A proibição foi imposta por decisão liminar do ministro Edson Fachin entrou em vigor no dia 5 de junho. Ela prevê responsabilidade civil e criminal em caso de descumprimento. Fachin só autorizou operações policiais em comunidades em “hipóteses absolutamente excepcionais” e devem ser comunicadas por escrito ao Ministério Público do Rio de Janeiro (MP-RJ).

A pressão por mudanças na forma de atuação dos policiais nessas áreas ganhou impacto depois das mortes dos jovens João Pedro, 14 anos e João Vitor, 19 e de ações em que Rodrigo Cerqueira, 19, e Kauan Vitor foram baleados. A violência também impediu a entrega de cestas básicas para à população das comunidades.

O número de mortes por intervenção policial diminuiu 75,5% no período de vigência da liminar. A informação é de um estudo da Universidade Federal Fluminense (UFF) e do portal Fogo Cruzado. Os pesquisadores compararam o período de 5 a 19 de junho com a média registrada no mesmo período de 20007 a 2019.

Após a liminar de Fachin, houve reduções de 68,3% das operações policiais e de 49% no múmero de feridos em ações da polícia. A pesquisa estima que, pelo menos 18 vidas foram poupadas devido à suspensão das operações policiais.

Daniel Lozoya, do Núcleo de Defesa dos Direitos Humanos da Defensoria Pública do Rio Janeiro, disse que a decisão liminar deve ser mantida até o final da pandemia.

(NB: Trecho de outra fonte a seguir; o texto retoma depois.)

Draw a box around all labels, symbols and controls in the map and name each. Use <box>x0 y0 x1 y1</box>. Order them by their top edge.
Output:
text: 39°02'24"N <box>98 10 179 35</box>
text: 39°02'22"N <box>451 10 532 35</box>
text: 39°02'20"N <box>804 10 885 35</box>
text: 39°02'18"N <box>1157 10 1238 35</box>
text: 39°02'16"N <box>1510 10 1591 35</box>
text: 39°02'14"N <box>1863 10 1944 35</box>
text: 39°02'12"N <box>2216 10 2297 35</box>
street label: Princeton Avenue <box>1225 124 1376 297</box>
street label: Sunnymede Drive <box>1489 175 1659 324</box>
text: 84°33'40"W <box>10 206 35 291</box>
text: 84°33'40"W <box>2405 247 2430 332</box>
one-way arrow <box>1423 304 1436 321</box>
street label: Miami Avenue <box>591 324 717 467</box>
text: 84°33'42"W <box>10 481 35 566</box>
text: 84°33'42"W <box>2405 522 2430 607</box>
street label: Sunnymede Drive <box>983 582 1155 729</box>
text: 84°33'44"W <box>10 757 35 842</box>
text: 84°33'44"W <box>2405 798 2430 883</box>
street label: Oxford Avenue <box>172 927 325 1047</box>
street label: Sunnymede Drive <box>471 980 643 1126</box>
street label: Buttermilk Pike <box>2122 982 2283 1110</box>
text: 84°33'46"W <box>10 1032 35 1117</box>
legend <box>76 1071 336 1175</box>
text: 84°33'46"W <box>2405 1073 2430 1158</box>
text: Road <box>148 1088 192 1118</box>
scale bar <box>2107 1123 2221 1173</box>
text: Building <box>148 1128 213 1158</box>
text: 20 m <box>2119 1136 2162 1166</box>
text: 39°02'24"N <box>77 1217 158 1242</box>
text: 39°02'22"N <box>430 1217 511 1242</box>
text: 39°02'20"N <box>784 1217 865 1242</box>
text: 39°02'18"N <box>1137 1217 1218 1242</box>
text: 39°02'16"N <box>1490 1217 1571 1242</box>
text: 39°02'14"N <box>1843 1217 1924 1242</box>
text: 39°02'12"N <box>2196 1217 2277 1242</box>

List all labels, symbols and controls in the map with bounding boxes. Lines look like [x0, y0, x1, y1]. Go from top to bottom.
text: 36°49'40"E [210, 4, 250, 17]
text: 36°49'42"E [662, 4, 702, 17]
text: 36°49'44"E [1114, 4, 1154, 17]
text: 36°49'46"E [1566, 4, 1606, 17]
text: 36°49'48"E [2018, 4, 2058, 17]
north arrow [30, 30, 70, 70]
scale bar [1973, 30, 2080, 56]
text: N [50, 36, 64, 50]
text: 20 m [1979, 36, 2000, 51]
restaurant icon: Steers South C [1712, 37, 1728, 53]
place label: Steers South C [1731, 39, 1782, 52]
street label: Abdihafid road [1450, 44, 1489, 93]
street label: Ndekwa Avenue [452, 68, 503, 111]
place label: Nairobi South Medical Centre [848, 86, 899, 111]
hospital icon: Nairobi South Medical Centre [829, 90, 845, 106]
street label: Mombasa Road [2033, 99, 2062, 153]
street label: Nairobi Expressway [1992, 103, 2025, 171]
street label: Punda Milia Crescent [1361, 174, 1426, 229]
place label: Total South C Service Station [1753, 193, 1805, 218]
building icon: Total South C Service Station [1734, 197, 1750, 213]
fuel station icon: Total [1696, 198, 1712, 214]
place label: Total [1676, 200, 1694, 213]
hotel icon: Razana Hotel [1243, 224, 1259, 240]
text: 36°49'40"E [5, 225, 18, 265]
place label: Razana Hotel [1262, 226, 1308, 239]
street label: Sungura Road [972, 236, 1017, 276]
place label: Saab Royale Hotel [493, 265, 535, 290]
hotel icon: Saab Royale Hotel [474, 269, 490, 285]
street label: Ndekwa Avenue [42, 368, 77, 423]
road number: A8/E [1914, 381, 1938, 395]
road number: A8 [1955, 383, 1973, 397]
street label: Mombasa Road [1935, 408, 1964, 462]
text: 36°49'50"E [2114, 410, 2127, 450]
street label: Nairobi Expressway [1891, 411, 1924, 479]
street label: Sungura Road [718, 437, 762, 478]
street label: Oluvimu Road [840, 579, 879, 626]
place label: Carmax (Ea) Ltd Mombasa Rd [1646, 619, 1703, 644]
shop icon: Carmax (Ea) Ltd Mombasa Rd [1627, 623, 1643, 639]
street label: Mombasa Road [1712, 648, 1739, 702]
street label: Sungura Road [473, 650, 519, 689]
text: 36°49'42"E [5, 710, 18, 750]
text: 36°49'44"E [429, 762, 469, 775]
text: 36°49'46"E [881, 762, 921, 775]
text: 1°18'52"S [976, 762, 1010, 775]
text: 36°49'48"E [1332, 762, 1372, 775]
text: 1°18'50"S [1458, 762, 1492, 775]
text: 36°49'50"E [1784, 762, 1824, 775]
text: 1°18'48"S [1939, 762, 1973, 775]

“Em 15 dias, foram 18 vidas preservadas. Se projetarmos isso para um ano, seriam 480 vidas poupadas com a permanência da vigência dessa medida cautelar”, justificou Lozoya.

O comandante do Batalhão de Polícia de Choque do Rio, coronel André Luiz Batista, discorda da análise da pesquisa. Para ele, se houve redução do número de mortes por ação policial, deve ter aumentado o número de crimes nas comunidades. “Quando esses camaradas morrem são porque estavam portando fuzis e pistolas e decidiram enfrentar o estado. São agentes fora da lei, marginais. Não é uma morte computável do ponto de vista humanitário, até porque eles poderiam matar outras pessoas e cometer homicídios e assaltos. Se eles deixaram de morrer, provavelmente, cometeram outros crimes. Temos que ver se o estudo levanta o aumento de latrocínios, assaltos, roubos de carros”, explicou o comandante.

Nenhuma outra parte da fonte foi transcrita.